Data excerpts
○ ○ ○ ○ ○
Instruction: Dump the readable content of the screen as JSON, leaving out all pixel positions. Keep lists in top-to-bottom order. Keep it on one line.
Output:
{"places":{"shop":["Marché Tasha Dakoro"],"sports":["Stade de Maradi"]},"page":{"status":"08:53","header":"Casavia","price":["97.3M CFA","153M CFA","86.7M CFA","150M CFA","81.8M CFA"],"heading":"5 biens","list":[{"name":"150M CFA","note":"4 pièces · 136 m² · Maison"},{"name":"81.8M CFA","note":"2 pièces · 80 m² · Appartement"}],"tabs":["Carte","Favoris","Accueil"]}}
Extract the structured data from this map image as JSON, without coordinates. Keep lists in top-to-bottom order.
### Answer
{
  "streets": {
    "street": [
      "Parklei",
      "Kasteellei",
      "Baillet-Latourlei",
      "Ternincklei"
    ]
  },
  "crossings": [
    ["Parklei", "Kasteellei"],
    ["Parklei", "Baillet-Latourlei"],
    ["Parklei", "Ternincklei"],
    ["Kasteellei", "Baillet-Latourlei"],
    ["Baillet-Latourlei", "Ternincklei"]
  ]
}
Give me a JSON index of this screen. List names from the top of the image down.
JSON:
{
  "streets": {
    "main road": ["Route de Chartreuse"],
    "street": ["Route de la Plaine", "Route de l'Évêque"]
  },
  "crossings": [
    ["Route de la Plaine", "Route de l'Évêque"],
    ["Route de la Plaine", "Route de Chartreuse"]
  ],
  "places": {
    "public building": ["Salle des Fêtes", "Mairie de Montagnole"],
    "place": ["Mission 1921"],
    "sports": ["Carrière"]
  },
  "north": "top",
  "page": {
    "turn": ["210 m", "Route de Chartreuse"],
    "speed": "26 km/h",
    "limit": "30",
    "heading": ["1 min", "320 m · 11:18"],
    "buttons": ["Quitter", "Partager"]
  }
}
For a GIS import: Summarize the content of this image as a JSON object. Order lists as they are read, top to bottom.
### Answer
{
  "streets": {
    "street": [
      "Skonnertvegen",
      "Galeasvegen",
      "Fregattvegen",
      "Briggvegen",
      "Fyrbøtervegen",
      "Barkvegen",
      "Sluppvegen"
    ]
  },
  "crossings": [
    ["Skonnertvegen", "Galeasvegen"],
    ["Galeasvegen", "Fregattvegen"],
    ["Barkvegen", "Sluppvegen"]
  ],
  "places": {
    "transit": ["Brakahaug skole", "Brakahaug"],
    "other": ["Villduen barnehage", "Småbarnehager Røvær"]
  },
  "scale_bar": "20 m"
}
○ ○ ○ ○ ○
:: DIRECTIONS ::
Each and every entry needs to be repeated exactly.

:: EXPECTED ANSWER ::
Instruction: Dump the readable content of the screen as JSON, leaving out all pixel positions. Keep lists in top-to-bottom order. Keep it on one line.
Output:
{"places":{"shop":["Marché Tasha Dakoro"],"sports":["Stade de Maradi"]},"page":{"status":"08:53","header":"Casavia","price":["97.3M CFA","153M CFA","86.7M CFA","150M CFA","81.8M CFA"],"heading":"5 biens","list":[{"name":"150M CFA","note":"4 pièces · 136 m² · Maison"},{"name":"81.8M CFA","note":"2 pièces · 80 m² · Appartement"}],"tabs":["Carte","Favoris","Accueil"]}}
Extract the structured data from this map image as JSON, without coordinates. Keep lists in top-to-bottom order.
### Answer
{
  "streets": {
    "street": [
      "Parklei",
      "Kasteellei",
      "Baillet-Latourlei",
      "Ternincklei"
    ]
  },
  "crossings": [
    ["Parklei", "Kasteellei"],
    ["Parklei", "Baillet-Latourlei"],
    ["Parklei", "Ternincklei"],
    ["Kasteellei", "Baillet-Latourlei"],
    ["Baillet-Latourlei", "Ternincklei"]
  ]
}
Give me a JSON index of this screen. List names from the top of the image down.
JSON:
{
  "streets": {
    "main road": ["Route de Chartreuse"],
    "street": ["Route de la Plaine", "Route de l'Évêque"]
  },
  "crossings": [
    ["Route de la Plaine", "Route de l'Évêque"],
    ["Route de la Plaine", "Route de Chartreuse"]
  ],
  "places": {
    "public building": ["Salle des Fêtes", "Mairie de Montagnole"],
    "place": ["Mission 1921"],
    "sports": ["Carrière"]
  },
  "north": "top",
  "page": {
    "turn": ["210 m", "Route de Chartreuse"],
    "speed": "26 km/h",
    "limit": "30",
    "heading": ["1 min", "320 m · 11:18"],
    "buttons": ["Quitter", "Partager"]
  }
}
For a GIS import: Summarize the content of this image as a JSON object. Order lists as they are read, top to bottom.
### Answer
{
  "streets": {
    "street": [
      "Skonnertvegen",
      "Galeasvegen",
      "Fregattvegen",
      "Briggvegen",
      "Fyrbøtervegen",
      "Barkvegen",
      "Sluppvegen"
    ]
  },
  "crossings": [
    ["Skonnertvegen", "Galeasvegen"],
    ["Galeasvegen", "Fregattvegen"],
    ["Barkvegen", "Sluppvegen"]
  ],
  "places": {
    "transit": ["Brakahaug skole", "Brakahaug"],
    "other": ["Villduen barnehage", "Småbarnehager Røvær"]
  },
  "scale_bar": "20 m"
}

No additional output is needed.